*** Records for the task Section Begins ***
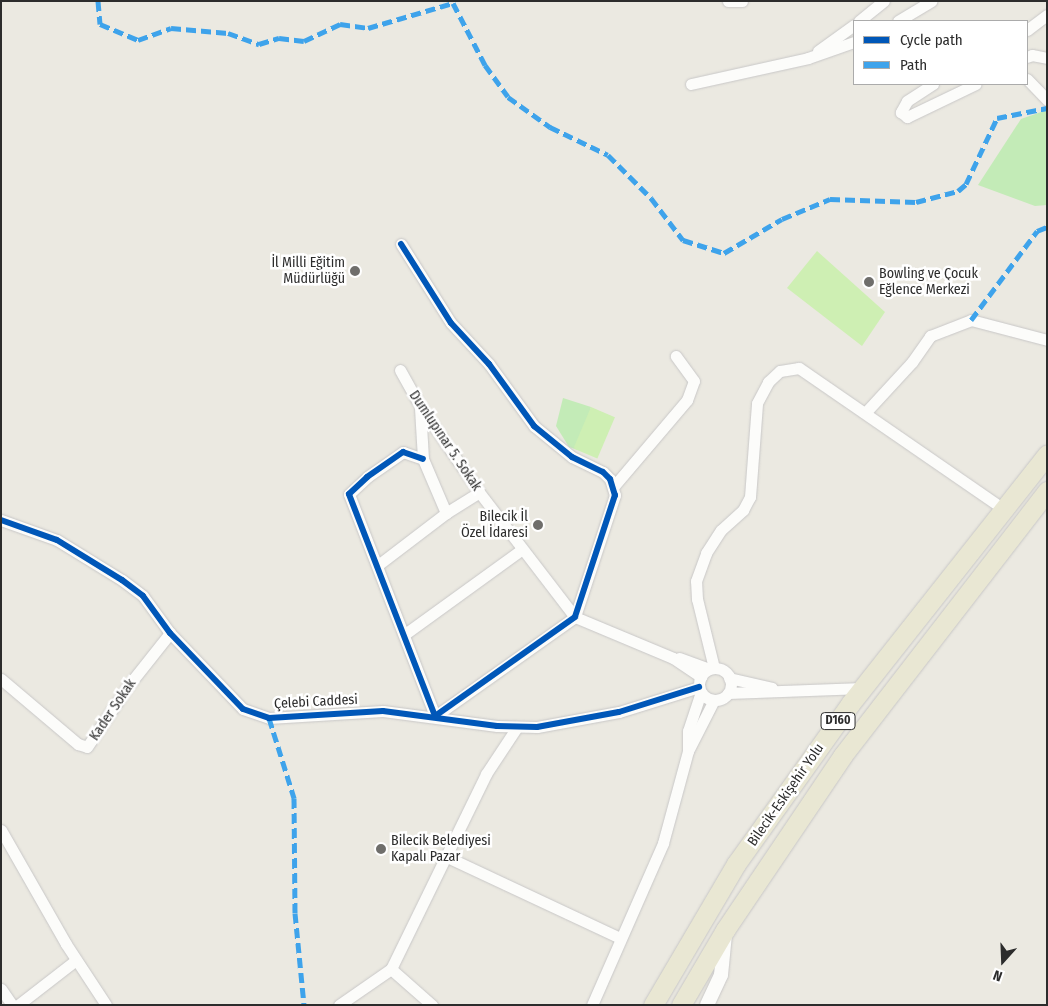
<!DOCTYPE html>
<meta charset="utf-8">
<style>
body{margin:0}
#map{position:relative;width:1048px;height:1006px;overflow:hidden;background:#ebe9e1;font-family:"Fira Sans Condensed",sans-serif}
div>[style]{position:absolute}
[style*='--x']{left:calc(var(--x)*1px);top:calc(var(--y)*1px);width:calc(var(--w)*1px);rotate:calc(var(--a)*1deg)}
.green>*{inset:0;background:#c3ebb7}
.pitch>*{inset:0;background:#ceefb3;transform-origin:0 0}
.roads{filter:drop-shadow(0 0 1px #c8c7c7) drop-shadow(0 0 1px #c8c7c7)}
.minor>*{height:11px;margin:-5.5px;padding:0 5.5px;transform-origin:5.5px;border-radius:5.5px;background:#fcfcfa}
.minor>.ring{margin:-5.5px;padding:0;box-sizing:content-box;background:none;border:11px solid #fcfcfa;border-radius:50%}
.tertiary>*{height:14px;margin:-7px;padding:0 7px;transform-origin:7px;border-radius:7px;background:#fcfcfa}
.primary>*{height:19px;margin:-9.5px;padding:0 9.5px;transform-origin:9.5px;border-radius:9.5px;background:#e9e7d3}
.quiet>*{height:5px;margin-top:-2.5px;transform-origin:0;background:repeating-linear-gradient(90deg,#3ea3eb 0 10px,transparent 0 15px)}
.cycleway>*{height:6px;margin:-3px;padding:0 3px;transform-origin:3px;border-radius:3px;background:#0057b8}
.dots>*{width:14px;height:14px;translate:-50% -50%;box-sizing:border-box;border:2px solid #fff;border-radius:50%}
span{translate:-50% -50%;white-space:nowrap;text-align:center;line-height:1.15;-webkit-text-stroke:5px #fff;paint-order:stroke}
.shield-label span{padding:1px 4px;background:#fff;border:1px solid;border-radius:4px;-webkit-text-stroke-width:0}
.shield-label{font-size:12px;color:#2c2c2c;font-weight:700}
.poi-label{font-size:14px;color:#2c2c2c}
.right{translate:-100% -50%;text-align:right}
.left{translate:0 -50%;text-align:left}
.street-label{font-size:14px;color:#2c2c2c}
.frame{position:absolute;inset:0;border:2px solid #2c2c2c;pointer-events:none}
.legend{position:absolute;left:853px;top:20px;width:175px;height:65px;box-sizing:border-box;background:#fff;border:1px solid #ababab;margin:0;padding:6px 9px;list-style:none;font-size:15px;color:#2c2c2c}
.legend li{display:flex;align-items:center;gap:10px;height:25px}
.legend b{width:25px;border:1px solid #ababab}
.north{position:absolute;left:978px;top:936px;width:50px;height:50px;-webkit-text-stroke:4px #fff;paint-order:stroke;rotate:200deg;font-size:14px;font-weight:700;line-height:20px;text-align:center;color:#2c2c2c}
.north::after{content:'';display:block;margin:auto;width:18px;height:22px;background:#2c2c2c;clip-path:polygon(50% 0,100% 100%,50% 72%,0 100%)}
</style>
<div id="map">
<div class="green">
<i style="clip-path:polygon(1047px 110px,1047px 205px,1035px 206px,978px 185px,1021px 119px)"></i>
<i style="clip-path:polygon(563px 398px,591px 407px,578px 450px,569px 447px,556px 426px)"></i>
</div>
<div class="pitch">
<i style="clip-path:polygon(817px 251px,885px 312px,862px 346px,787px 288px)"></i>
<i style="left:591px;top:407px;width:26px;height:45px;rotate:23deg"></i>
</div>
<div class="roads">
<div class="minor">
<i style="--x:728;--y:1;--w:14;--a:0"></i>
<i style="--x:859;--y:21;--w:32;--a:-39"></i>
<i style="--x:898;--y:21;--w:39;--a:-31"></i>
<i style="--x:1027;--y:30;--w:25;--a:-37"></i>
<i style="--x:818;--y:51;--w:44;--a:-35.8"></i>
<i style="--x:1027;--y:57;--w:5;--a:-22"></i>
<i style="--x:1032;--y:55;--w:15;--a:11"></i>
<i style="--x:1027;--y:79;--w:29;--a:46"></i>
<i style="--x:691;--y:84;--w:120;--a:-12.5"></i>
<i style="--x:808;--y:58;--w:49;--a:-19.2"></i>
<i style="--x:933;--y:84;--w:31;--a:147"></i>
<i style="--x:907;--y:101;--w:13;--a:119"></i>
<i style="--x:901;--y:112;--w:8;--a:40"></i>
<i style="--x:907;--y:117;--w:76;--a:-25.6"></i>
<i style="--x:401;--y:244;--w:93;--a:57.7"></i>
<i style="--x:451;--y:323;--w:56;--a:47.2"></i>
<i style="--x:489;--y:364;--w:77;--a:54"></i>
<i style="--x:534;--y:426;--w:49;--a:39.2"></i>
<i style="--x:572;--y:457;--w:34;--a:26"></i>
<i style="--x:603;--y:472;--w:10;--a:45"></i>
<i style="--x:610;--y:479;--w:17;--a:73"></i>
<i style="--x:615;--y:495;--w:128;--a:108.2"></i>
<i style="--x:575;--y:617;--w:171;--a:144.7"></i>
<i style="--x:435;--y:716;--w:238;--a:-111.2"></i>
<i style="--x:349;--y:494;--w:25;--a:-43"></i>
<i style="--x:367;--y:477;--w:44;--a:-34.8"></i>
<i style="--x:403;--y:452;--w:21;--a:19"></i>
<i style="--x:400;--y:370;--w:41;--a:60.9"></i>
<i style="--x:420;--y:406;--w:104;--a:55.5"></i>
<i style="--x:479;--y:492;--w:158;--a:52.5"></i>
<i style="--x:575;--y:617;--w:106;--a:22.7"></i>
<i style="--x:673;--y:658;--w:34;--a:34"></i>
<i style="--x:420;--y:408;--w:51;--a:86.6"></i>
<i style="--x:423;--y:459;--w:59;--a:66.9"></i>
<i style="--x:865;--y:413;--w:69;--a:-47.3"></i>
<i style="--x:912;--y:362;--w:32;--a:-55"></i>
<i style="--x:930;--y:336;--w:44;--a:-21.3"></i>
<i style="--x:971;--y:320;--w:79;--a:14.7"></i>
<i style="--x:614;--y:486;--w:113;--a:-49.7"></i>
<i style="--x:687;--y:400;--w:20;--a:-70"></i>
<i style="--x:694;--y:381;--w:31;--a:-126"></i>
<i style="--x:1;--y:520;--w:59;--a:19.7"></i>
<i style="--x:57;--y:540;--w:76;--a:31.6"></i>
<i style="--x:122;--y:580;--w:26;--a:37"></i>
<i style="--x:143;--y:596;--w:46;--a:53.9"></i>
<i style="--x:170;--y:633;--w:105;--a:46.2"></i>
<i style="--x:243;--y:709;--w:28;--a:19"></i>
<i style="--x:269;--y:718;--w:114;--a:-3.5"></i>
<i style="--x:383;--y:711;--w:115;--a:7.5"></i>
<i style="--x:497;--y:726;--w:40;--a:1.4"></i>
<i style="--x:537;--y:727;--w:83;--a:-10.4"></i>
<i style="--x:619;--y:712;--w:84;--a:-17.4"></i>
<i style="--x:378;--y:565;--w:86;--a:-37.4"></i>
<i style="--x:446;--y:513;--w:39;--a:-32"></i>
<i style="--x:405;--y:634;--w:143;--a:-35.9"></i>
<i style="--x:679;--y:658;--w:32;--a:20"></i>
<i style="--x:714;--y:668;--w:71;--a:-103.8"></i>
<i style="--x:697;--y:599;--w:18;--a:-93"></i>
<i style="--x:696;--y:581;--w:30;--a:-70"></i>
<i style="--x:706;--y:553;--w:27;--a:-57"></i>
<i style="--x:721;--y:530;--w:30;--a:-42"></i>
<i style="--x:743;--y:510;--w:15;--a:-62"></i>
<i style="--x:750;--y:497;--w:94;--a:-85.7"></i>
<i style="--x:757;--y:403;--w:24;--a:-62"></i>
<i style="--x:768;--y:382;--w:16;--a:-43"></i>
<i style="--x:780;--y:371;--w:19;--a:-9"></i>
<i style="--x:799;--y:368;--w:250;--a:34.6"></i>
<i class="ring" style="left:699px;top:668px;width:21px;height:21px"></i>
<i style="--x:729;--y:678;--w:44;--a:13.1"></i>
<i style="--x:1;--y:679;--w:101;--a:40.2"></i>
<i style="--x:78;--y:744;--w:9;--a:18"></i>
<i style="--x:87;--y:747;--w:73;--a:-56.1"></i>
<i style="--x:128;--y:686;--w:68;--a:-51.6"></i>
<i style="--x:728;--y:693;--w:135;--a:-2.1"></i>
<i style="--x:689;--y:749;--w:55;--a:-63"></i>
<i style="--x:1;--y:830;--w:131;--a:60.3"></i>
<i style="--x:66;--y:944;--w:73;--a:56.7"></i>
<i style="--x:445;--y:856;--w:193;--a:25.1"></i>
<i style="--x:391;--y:969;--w:55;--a:41.3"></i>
<i style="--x:1;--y:989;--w:19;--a:55"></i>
<i style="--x:18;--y:1005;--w:73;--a:-37.8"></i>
<i style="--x:339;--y:1005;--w:63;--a:-34.7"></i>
<i style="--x:391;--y:969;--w:217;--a:-64"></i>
<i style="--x:486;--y:774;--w:56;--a:-56.6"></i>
<i style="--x:592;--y:1005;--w:177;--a:-66.3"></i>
<i style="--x:663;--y:843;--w:95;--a:-74.8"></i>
<i style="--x:688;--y:751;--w:20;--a:-90"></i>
<i style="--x:688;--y:731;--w:41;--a:-71.6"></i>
</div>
<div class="tertiary">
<i style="--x:707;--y:1005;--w:33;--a:-65"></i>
<i style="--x:721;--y:975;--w:41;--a:-84.4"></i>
</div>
<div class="primary">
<i style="--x:653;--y:1005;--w:164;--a:-59.5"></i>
<i style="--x:736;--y:864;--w:196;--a:-54.5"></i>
<i style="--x:850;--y:704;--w:318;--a:-51.7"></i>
<i style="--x:681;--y:1005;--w:87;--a:-59.6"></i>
<i style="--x:725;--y:930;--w:211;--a:-56"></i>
<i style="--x:843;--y:755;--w:334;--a:-52.3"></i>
</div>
</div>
<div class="quiet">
<i style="--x:98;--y:1;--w:23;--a:85"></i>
<i style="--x:100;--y:24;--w:41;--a:22.8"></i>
<i style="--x:138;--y:40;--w:35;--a:-20"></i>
<i style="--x:171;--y:28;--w:57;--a:5"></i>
<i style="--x:228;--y:33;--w:33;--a:20"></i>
<i style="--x:259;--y:44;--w:21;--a:-17"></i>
<i style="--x:279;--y:38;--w:25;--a:7"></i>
<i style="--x:304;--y:41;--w:40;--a:-25"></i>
<i style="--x:340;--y:24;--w:28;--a:8"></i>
<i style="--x:368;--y:28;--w:89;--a:-16.4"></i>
<i style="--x:453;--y:3;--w:70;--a:62.7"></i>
<i style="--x:485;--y:65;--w:39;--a:54"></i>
<i style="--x:508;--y:97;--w:52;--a:35.5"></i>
<i style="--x:550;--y:127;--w:64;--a:25.8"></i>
<i style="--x:608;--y:155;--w:61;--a:45"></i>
<i style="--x:651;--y:198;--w:53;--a:52.7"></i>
<i style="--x:683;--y:240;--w:43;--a:17.6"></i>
<i style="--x:724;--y:253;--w:67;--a:-30.4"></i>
<i style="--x:782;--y:219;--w:52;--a:-22.6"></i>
<i style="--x:830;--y:199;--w:86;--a:2"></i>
<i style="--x:916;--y:202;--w:43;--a:-14.7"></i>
<i style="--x:958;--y:191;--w:11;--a:-41"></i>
<i style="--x:966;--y:184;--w:73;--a:-64.8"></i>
<i style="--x:997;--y:118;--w:51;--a:-11.3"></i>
<i style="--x:971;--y:320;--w:111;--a:-53.4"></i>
<i style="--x:1037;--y:231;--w:11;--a:-22"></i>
<i style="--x:269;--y:718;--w:84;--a:72.6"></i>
<i style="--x:294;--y:798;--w:115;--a:89.5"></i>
<i style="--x:295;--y:913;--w:92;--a:84.4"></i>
</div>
<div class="cycleway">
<i style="--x:401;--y:244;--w:93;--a:57.7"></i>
<i style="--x:451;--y:323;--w:56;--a:47.2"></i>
<i style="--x:489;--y:364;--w:77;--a:54"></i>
<i style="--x:534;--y:426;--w:49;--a:39.2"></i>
<i style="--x:572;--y:457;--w:34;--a:26"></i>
<i style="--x:603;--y:472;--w:10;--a:45"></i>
<i style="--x:610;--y:479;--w:17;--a:73"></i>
<i style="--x:615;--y:495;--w:128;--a:108.2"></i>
<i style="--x:575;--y:617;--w:171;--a:144.7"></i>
<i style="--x:435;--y:716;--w:238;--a:-111.2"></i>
<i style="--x:349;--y:494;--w:25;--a:-43"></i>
<i style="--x:367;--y:477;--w:44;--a:-34.8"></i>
<i style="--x:403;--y:452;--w:21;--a:19"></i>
<i style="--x:1;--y:520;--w:59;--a:19.7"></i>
<i style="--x:57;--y:540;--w:76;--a:31.6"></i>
<i style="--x:122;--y:580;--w:26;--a:37"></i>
<i style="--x:143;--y:596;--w:46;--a:53.9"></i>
<i style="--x:170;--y:633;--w:105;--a:46.2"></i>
<i style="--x:243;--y:709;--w:28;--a:19"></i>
<i style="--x:269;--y:718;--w:114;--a:-3.5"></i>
<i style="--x:383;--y:711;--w:115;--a:7.5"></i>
<i style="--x:497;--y:726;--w:40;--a:1.4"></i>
<i style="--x:537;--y:727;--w:83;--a:-10.4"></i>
<i style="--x:619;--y:712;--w:84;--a:-17.4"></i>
</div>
<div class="dots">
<i style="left:355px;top:271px;background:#6f6e6b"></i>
<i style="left:869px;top:282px;background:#6f6e6b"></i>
<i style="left:538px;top:525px;background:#6f6e6b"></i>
<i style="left:381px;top:849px;background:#6f6e6b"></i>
</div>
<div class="shield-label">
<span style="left:838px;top:721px">D160</span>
</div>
<div class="poi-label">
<span class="right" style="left:345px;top:271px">İl Milli Eğitim<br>Müdürlüğü</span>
<span class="left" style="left:879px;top:282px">Bowling ve Çocuk<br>Eğlence Merkezi</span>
<span class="right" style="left:528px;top:525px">Bilecik İl<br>Özel İdaresi</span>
<span class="left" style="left:391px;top:849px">Bilecik Belediyesi<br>Kapalı Pazar</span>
</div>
<div class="street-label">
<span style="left:445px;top:441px;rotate:56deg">Dumlupınar 5. Sokak</span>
<span style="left:316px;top:702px;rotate:-3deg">Çelebi Caddesi</span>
<span style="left:113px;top:710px;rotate:-56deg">Kader Sokak</span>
<span style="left:786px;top:795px;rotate:-55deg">Bilecik-Eskişehir Yolu</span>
</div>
<div class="frame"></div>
<ul class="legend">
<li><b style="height:6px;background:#0057b8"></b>Cycle path</li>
<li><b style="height:6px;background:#3ea3eb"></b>Path</li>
</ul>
<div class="north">N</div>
</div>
*** Records for the task Section Ends ***
Reproduce, word for word, every line from the start of the records down to and including the line with "1px #c8c7c7) drop-shadow(0"; skip the pictures.

<!DOCTYPE html>
<meta charset="utf-8">
<style>
body{margin:0}
#map{position:relative;width:1048px;height:1006px;overflow:hidden;background:#ebe9e1;font-family:"Fira Sans Condensed",sans-serif}
div>[style]{position:absolute}
[style*='--x']{left:calc(var(--x)*1px);top:calc(var(--y)*1px);width:calc(var(--w)*1px);rotate:calc(var(--a)*1deg)}
.green>*{inset:0;background:#c3ebb7}
.pitch>*{inset:0;background:#ceefb3;transform-origin:0 0}
.roads{filter:drop-shadow(0 0 1px #c8c7c7) drop-shadow(0 0 1px #c8c7c7)}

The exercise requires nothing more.